4 Most Commonly Asked Nutrition Questions, Answered



Are carbs bad for you? Should you be counting calories? What supplements should you be taking?


As personal trainers, we get a ton of questions about nutrition.


With social media cluttered with trendy food fads and diets, coupled with constantly evolving nutritional guidelines, it’s understandable why so many are confused about what to eat and what is optimal for health.


To help you differentiate fact from fiction, here are the answers to some of the most commonly asked nutrition questions out there.


1. What should I be eating to lose weight?


This is a difficult question, simply because there is no single answer. Everybody’s preference, goal, and metabolism is different: the best diet is the one that matches your specific physiology and something you can stick to.


In other words, there is no magical food or diet that helps you lose weight. Generally speaking, weight loss happens when you’re in a caloric deficit: when the number of calories you eat in a day is smaller than the number of calories you burn off. Thinking about your lifestyle and eating habits can help you identify small, sustainable adjustments to help reach your goals.


For example, if you’re eating out every meal and resorting to fast-food on a regular basis, habits such as meal planning can help you incorporate more healthy foods in your diet. If you love going out on weekends, try limiting your alcohol intake.


Adopting habits that you can keep for the long term is what is going to work. While going on restrictive diets will lead to faster weight loss, this process is harmful to your body and not realistic or sustainable in the long term.


2. Should I be counting my calories?


While counting/tracking your calories might be helpful for some, it isn’t for everybody. If you’re someone who gets overly obsessed with numbers or has a history of disordered eating, it’s best to stay away from calories counters.


Additionally, calorie counting can be wildly inaccurate. Calorie counts on food labels and in databases can be off by a significant amount. Additionally, if you’re eating out, it’s hard to know how many servings you’re consuming, leading to over- or under- estimation.


Instead of calorie continuing, using hand-size portion estimates might be easier and more beneficial. At each meal, the size of your palm determines your protein intake, your fist determines your vegetable intake, your cupped hand determines your carb intake, and your thumb determines your fat intake. Because your hands are generally scaled to your size, this method is a bit more tailored to each individual. Additionally, you’re getting proper portion sizes of your macronutrients without weighing and measuring your food all the time.


3. Should I be taking any supplements?


From protein powders to multivitamins, the market for nutritional supplements is huge, not to mention very successful: more than half of all Americans take one or more dietary supplements. While you may think you need supplements to make sure you’re getting enough nutrients, they are not an essential part of the diet.


It’s possible to get all of the nutrients you need just by eating a varied diet. That being said, supplements can be useful for filling any gaps in your diet. For example, supplementing with vitamin D during the winters could have positive health outcomes.

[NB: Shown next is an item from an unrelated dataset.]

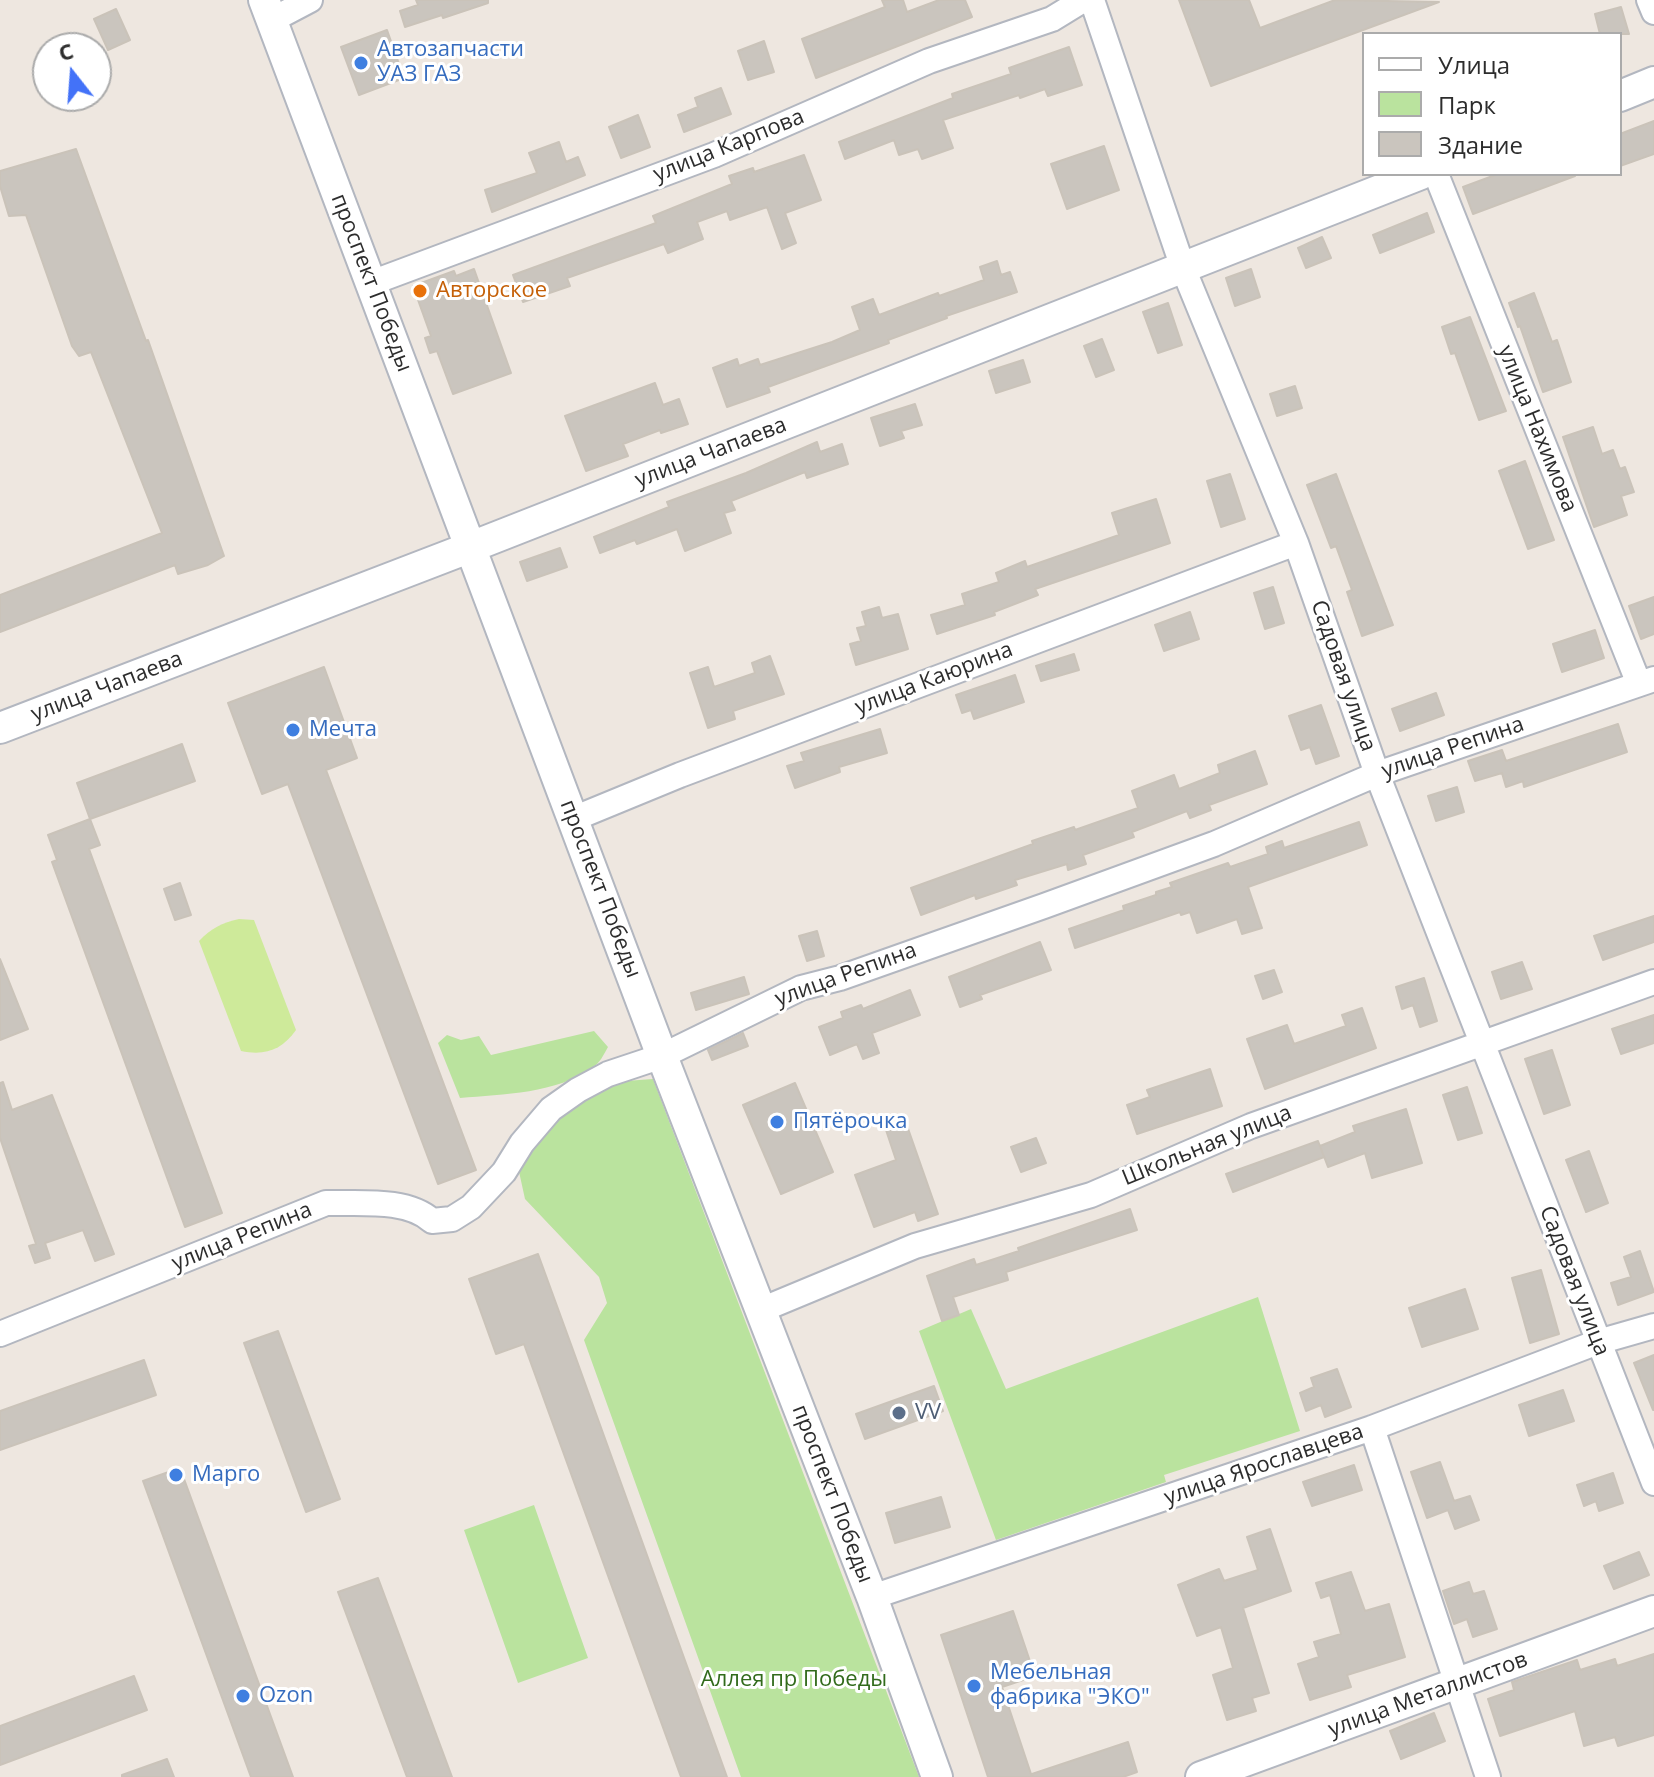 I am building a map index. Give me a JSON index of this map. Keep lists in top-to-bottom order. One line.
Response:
{"streets":{"street":["улица Карпова","проспект Победы","улица Нахимова","улица Чапаева","Садовая улица","улица Каюрина","улица Репина","Школьная улица","улица Ярославцева","улица Металлистов"]},"crossings":[["улица Карпова","проспект Победы"],["проспект Победы","улица Чапаева"],["проспект Победы","улица Каюрина"],["проспект Победы","улица Репина"],["проспект Победы","Школьная улица"],["проспект Победы","улица Ярославцева"],["улица Нахимова","улица Репина"],["улица Чапаева","Садовая улица"],["Садовая улица","улица Каюрина"],["Садовая улица","улица Репина"],["Садовая улица","Школьная улица"],["Садовая улица","улица Ярославцева"]],"parks":["Аллея пр Победы"],"places":["Автозапчасти УАЗ ГАЗ","Авторское","Мечта","Пятёрочка","VV","Марго","Мебельная фабрика \"ЭКО\"","Ozon"],"legend":["Улица","Парк","Здание"],"north":"top"}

You should discuss with a doctor what supplements you may need. However, rather than focusing on multivitamins and supplements to get your nutrients in, spend your money on real foods instead.


4. Are carbs bad for you?


No: carbs are not bad for you. They are what give you energy: carbs are your body’s preferred source of fuel and play very important roles in the body. However, there is a difference between refined, overly processed carbs and ones that are minimally processed.


As a general guideline, you should be fueling your body with the minimally processed carbs: keep in mind that the type of carb in your diet is more important than the amount. When you completely cut out carbs, your diet can start to lack key nutrients such as fiber, iron, vitamins, and minerals.